- [Task directions] Write out all entries word for word.

*** Entries provided ***

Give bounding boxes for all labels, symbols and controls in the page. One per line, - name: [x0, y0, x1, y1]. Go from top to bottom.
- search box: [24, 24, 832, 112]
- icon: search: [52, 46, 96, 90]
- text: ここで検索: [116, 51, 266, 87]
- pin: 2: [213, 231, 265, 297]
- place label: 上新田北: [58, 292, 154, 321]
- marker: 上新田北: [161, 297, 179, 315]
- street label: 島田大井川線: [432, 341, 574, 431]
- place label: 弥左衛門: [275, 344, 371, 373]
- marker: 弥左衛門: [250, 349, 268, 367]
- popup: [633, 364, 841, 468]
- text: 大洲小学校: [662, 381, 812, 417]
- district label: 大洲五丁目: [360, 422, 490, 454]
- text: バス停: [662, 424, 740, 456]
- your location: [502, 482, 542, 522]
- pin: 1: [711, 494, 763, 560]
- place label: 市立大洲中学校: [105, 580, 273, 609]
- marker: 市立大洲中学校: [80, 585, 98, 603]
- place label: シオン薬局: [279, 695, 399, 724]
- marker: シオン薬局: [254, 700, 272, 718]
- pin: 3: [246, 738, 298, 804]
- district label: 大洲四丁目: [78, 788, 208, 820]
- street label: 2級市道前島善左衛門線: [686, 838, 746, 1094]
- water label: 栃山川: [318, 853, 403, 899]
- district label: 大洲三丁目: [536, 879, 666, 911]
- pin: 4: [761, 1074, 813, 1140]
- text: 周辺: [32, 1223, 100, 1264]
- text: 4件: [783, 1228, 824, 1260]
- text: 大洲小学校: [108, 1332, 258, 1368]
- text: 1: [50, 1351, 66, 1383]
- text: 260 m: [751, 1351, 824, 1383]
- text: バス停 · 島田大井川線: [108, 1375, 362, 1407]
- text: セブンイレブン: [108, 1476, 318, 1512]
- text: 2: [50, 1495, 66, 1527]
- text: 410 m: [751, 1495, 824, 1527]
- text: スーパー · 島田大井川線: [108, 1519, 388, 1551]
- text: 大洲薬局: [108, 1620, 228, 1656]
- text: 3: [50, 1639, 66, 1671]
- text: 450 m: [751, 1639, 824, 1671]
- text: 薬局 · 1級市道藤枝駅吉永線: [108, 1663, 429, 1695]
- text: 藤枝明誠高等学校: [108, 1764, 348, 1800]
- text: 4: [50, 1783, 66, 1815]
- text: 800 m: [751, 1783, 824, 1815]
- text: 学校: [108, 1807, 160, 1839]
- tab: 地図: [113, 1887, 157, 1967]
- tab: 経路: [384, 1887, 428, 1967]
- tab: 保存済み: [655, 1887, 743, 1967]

*** End of Entries provided ***

- [Response below]
Give bounding boxes for all labels, symbols and controls in the page. One per line, - name: [x0, y0, x1, y1]. Go from top to bottom.
- search box: [24, 24, 832, 112]
- icon: search: [52, 46, 96, 90]
- text: ここで検索: [116, 51, 266, 87]
- pin: 2: [213, 231, 265, 297]
- place label: 上新田北: [58, 292, 154, 321]
- marker: 上新田北: [161, 297, 179, 315]
- street label: 島田大井川線: [432, 341, 574, 431]
- place label: 弥左衛門: [275, 344, 371, 373]
- marker: 弥左衛門: [250, 349, 268, 367]
- popup: [633, 364, 841, 468]
- text: 大洲小学校: [662, 381, 812, 417]
- district label: 大洲五丁目: [360, 422, 490, 454]
- text: バス停: [662, 424, 740, 456]
- your location: [502, 482, 542, 522]
- pin: 1: [711, 494, 763, 560]
- place label: 市立大洲中学校: [105, 580, 273, 609]
- marker: 市立大洲中学校: [80, 585, 98, 603]
- place label: シオン薬局: [279, 695, 399, 724]
- marker: シオン薬局: [254, 700, 272, 718]
- pin: 3: [246, 738, 298, 804]
- district label: 大洲四丁目: [78, 788, 208, 820]
- street label: 2級市道前島善左衛門線: [686, 838, 746, 1094]
- water label: 栃山川: [318, 853, 403, 899]
- district label: 大洲三丁目: [536, 879, 666, 911]
- pin: 4: [761, 1074, 813, 1140]
- text: 周辺: [32, 1223, 100, 1264]
- text: 4件: [783, 1228, 824, 1260]
- text: 大洲小学校: [108, 1332, 258, 1368]
- text: 1: [50, 1351, 66, 1383]
- text: 260 m: [751, 1351, 824, 1383]
- text: バス停 · 島田大井川線: [108, 1375, 362, 1407]
- text: セブンイレブン: [108, 1476, 318, 1512]
- text: 2: [50, 1495, 66, 1527]
- text: 410 m: [751, 1495, 824, 1527]
- text: スーパー · 島田大井川線: [108, 1519, 388, 1551]
- text: 大洲薬局: [108, 1620, 228, 1656]
- text: 3: [50, 1639, 66, 1671]
- text: 450 m: [751, 1639, 824, 1671]
- text: 薬局 · 1級市道藤枝駅吉永線: [108, 1663, 429, 1695]
- text: 藤枝明誠高等学校: [108, 1764, 348, 1800]
- text: 4: [50, 1783, 66, 1815]
- text: 800 m: [751, 1783, 824, 1815]
- text: 学校: [108, 1807, 160, 1839]
- tab: 地図: [113, 1887, 157, 1967]
- tab: 経路: [384, 1887, 428, 1967]
- tab: 保存済み: [655, 1887, 743, 1967]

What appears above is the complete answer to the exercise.